___ PROVIDED INFORMATION ___
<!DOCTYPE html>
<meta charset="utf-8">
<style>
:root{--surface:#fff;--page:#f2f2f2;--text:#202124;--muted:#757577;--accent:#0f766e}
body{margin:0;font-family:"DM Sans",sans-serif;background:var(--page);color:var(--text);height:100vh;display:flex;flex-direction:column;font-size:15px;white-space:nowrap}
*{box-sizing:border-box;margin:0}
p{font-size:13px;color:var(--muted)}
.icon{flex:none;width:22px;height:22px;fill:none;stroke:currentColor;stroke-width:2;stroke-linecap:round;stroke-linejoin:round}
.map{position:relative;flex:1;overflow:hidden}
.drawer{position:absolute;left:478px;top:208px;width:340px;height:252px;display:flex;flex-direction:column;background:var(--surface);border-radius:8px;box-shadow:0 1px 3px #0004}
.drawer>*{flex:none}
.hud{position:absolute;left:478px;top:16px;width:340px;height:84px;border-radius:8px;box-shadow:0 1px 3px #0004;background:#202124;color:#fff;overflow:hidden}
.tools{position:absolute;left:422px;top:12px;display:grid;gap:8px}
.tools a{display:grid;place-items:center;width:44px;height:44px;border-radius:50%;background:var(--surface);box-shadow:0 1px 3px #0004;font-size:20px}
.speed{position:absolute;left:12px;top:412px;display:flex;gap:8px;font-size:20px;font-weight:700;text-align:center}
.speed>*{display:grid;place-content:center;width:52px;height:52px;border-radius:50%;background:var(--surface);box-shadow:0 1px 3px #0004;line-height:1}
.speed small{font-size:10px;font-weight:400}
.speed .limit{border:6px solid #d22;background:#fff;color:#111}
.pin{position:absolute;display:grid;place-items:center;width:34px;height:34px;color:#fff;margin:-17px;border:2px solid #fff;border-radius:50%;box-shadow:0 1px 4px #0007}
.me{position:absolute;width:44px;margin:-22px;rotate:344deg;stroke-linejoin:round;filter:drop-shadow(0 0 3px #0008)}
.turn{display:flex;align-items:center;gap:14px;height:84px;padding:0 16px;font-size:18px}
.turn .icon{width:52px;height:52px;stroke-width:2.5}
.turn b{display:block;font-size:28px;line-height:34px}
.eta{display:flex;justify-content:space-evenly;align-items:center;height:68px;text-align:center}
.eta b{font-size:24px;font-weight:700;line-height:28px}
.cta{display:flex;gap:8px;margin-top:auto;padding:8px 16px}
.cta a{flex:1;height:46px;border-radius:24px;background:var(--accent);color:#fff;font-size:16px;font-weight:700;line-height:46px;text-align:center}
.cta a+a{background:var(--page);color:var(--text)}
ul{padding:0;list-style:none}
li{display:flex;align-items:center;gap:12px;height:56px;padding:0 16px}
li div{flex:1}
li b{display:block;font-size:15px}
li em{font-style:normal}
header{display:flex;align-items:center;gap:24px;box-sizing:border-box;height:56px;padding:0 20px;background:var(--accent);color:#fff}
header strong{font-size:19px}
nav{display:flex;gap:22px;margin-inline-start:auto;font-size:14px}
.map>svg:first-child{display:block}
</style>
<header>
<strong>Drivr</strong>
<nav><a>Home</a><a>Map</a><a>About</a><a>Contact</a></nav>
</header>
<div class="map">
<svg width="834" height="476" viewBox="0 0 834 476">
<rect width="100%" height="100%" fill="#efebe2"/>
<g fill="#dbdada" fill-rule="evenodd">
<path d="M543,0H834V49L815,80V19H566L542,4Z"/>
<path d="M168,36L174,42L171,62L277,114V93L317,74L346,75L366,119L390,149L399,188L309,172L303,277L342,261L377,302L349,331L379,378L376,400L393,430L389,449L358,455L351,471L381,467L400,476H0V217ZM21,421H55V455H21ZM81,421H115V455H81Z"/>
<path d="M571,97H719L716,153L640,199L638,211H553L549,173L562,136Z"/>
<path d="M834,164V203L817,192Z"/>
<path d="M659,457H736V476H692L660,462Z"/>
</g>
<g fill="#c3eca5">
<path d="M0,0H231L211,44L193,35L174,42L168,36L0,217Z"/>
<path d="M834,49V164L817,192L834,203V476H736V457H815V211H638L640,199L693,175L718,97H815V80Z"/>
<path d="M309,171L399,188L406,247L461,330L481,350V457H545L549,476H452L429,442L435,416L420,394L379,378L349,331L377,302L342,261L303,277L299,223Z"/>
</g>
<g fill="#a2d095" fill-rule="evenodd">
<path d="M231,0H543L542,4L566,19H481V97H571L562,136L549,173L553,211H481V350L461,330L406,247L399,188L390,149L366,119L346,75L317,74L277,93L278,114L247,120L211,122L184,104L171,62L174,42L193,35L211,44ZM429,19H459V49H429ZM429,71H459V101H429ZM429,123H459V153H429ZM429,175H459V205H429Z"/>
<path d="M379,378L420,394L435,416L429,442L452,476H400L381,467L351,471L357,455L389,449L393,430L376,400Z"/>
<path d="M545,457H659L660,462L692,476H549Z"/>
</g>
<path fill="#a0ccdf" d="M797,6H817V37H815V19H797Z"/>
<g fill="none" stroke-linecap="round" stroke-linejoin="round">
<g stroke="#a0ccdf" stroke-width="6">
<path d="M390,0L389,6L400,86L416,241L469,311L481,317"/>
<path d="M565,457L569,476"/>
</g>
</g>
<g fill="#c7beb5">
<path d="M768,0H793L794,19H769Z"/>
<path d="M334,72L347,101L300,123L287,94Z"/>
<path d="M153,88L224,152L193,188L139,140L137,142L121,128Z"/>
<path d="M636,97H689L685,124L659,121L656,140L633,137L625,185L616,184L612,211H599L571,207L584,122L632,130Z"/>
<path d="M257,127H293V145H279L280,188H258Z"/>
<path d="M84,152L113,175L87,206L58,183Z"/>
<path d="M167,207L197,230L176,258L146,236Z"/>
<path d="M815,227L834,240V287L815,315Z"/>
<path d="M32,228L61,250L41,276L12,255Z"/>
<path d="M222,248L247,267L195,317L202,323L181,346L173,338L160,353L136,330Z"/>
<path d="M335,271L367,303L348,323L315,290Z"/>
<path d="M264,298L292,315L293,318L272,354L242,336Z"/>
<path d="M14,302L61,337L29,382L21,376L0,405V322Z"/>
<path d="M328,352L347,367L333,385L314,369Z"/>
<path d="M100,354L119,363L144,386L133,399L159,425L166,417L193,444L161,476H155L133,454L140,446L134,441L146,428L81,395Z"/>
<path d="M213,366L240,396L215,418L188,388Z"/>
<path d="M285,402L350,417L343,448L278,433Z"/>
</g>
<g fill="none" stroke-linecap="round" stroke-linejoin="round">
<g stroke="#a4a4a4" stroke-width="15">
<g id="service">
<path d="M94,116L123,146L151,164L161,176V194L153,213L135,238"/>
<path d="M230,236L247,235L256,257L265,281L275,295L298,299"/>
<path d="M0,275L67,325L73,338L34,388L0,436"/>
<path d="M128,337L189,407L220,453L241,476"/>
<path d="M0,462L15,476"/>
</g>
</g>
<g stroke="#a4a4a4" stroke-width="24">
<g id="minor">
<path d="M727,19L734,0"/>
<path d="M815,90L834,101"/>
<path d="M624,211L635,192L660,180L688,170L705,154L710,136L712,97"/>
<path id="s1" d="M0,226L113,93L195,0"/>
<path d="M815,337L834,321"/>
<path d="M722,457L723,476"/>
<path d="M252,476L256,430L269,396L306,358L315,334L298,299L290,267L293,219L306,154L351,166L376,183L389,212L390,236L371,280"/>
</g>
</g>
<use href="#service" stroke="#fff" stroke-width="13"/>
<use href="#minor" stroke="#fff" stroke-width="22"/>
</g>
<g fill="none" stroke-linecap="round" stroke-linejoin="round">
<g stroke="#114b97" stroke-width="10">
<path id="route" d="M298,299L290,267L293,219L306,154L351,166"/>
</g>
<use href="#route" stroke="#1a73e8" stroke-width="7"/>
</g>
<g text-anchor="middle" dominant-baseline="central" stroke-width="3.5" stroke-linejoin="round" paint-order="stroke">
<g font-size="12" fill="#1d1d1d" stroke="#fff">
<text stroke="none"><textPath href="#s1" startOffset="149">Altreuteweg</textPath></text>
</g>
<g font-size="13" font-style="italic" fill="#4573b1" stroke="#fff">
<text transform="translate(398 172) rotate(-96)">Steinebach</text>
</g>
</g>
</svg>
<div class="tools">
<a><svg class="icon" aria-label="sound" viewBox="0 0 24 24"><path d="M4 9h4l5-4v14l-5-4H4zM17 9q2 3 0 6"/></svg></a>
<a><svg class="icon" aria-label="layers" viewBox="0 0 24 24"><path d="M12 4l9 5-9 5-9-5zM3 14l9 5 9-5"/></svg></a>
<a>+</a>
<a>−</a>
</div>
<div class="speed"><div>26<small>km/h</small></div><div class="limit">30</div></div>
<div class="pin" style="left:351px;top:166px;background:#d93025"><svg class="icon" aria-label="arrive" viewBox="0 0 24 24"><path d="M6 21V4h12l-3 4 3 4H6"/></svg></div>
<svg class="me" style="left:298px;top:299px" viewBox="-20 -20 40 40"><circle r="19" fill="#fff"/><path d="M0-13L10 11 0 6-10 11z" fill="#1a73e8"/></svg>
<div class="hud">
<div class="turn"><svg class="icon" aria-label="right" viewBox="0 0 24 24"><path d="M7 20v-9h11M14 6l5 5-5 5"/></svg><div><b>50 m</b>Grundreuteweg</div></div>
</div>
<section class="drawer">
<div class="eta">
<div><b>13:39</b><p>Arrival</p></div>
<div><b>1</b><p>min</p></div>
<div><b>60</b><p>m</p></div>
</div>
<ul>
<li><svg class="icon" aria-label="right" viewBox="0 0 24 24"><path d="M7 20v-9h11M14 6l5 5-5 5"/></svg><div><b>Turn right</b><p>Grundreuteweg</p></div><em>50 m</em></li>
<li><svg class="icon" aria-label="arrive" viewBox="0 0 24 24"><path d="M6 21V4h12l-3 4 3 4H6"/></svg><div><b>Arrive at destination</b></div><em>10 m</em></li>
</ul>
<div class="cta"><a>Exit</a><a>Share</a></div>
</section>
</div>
___
• [WHAT IS NEEDED]:
From the data above, count the lines that contain "limit" and write only that count.

• [FINISHED TASK]:
2